» WORK TO BE COMPLETED:
Look through the records below and say how many lines include "symbols". Give only that number.

» RECORDS FOR PROCESSING:

————

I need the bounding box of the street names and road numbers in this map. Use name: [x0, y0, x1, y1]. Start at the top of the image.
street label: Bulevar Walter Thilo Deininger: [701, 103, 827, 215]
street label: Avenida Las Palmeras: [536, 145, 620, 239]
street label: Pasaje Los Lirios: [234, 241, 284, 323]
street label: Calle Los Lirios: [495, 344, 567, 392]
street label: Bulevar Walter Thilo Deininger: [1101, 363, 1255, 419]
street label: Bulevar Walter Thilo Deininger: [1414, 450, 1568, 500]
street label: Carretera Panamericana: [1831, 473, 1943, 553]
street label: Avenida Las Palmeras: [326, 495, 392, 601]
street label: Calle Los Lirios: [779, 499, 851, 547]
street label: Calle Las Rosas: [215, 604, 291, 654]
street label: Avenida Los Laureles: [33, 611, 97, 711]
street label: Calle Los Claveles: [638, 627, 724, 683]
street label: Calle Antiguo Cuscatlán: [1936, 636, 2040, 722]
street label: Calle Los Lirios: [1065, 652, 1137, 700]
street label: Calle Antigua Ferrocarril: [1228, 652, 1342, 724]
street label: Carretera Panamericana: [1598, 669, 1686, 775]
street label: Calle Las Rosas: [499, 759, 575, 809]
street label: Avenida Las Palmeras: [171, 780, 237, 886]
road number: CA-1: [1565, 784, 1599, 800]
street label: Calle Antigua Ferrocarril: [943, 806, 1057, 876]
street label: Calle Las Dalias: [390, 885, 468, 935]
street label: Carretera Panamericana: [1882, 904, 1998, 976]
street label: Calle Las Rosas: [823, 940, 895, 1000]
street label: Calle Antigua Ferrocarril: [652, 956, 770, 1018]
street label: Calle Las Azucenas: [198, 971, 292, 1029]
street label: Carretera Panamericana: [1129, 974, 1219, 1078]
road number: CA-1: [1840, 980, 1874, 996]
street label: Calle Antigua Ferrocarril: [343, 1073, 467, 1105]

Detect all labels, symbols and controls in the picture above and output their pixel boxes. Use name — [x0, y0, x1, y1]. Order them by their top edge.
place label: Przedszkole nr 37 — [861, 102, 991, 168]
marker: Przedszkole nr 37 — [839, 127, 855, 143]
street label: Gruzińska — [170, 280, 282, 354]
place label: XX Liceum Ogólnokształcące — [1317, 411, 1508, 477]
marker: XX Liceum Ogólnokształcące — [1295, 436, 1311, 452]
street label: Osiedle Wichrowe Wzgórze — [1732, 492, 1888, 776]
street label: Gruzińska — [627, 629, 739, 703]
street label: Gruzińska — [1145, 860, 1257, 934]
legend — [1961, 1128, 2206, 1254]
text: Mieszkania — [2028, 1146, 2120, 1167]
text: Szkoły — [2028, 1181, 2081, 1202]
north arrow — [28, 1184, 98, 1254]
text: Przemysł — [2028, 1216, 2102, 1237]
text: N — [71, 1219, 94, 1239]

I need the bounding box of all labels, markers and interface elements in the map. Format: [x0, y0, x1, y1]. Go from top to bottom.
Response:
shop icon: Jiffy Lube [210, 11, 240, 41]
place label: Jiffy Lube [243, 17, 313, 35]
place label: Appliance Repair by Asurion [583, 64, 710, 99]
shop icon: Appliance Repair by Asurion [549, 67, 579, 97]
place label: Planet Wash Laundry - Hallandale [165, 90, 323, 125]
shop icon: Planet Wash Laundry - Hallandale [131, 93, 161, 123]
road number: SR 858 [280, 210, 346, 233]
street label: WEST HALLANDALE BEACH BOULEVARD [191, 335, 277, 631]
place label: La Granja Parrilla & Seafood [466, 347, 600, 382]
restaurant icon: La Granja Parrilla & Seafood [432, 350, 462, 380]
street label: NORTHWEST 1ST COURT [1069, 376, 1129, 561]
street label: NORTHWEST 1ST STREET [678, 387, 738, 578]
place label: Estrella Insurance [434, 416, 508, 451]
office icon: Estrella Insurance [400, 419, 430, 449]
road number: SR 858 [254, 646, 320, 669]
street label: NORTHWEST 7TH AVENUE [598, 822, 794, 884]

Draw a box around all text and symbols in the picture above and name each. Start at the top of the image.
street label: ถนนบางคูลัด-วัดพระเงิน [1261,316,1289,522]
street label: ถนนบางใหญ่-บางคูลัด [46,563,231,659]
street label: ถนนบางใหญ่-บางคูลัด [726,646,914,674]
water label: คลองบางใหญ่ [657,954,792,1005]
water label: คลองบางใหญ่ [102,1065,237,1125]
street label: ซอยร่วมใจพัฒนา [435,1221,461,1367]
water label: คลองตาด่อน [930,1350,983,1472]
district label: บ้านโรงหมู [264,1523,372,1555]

————

» PROBLEM SOLUTION:
2